→ **Your objective**
What is needed is an exact copy of the entries below, with every picture left out.

(Data for analysis Opens)

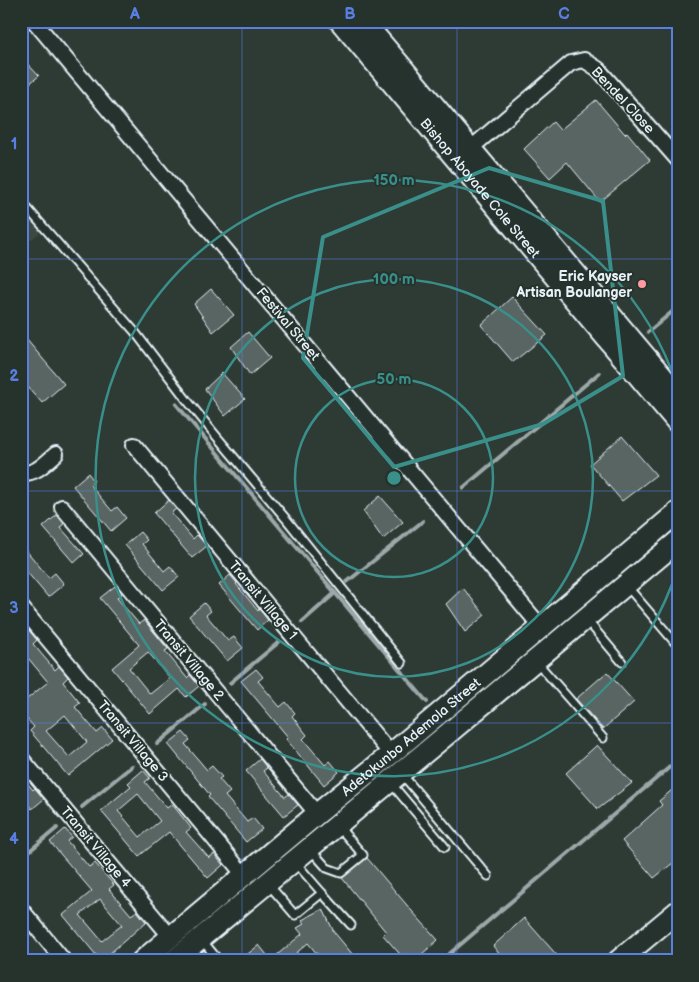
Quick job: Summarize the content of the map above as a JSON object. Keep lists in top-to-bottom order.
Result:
{
  "streets": {
    "main road": ["Bishop Aboyade Cole Street", "Adetokunbo Ademola Street"],
    "street": [
      "Bendel Close",
      "Festival Street",
      "Transit Village 1",
      "Transit Village 2",
      "Transit Village 3",
      "Transit Village 4"
    ]
  },
  "crossings": [
    ["Bendel Close", "Bishop Aboyade Cole Street"],
    ["Festival Street", "Adetokunbo Ademola Street"],
    ["Transit Village 1", "Adetokunbo Ademola Street"],
    ["Transit Village 2", "Adetokunbo Ademola Street"],
    ["Adetokunbo Ademola Street", "Transit Village 3"],
    ["Adetokunbo Ademola Street", "Transit Village 4"]
  ],
  "places": ["Eric Kayser Artisan Boulanger"],
  "grid": {
    "columns": ["A", "B", "C"],
    "rows": [
      "1",
      "2",
      "3",
      "4"
    ]
  },
  "rings": ["150 m", "100 m", "50 m"]
}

(Data for analysis Closes)

→ **Solution**
Quick job: Summarize the content of the map above as a JSON object. Keep lists in top-to-bottom order.
Result:
{
  "streets": {
    "main road": ["Bishop Aboyade Cole Street", "Adetokunbo Ademola Street"],
    "street": [
      "Bendel Close",
      "Festival Street",
      "Transit Village 1",
      "Transit Village 2",
      "Transit Village 3",
      "Transit Village 4"
    ]
  },
  "crossings": [
    ["Bendel Close", "Bishop Aboyade Cole Street"],
    ["Festival Street", "Adetokunbo Ademola Street"],
    ["Transit Village 1", "Adetokunbo Ademola Street"],
    ["Transit Village 2", "Adetokunbo Ademola Street"],
    ["Adetokunbo Ademola Street", "Transit Village 3"],
    ["Adetokunbo Ademola Street", "Transit Village 4"]
  ],
  "places": ["Eric Kayser Artisan Boulanger"],
  "grid": {
    "columns": ["A", "B", "C"],
    "rows": [
      "1",
      "2",
      "3",
      "4"
    ]
  },
  "rings": ["150 m", "100 m", "50 m"]
}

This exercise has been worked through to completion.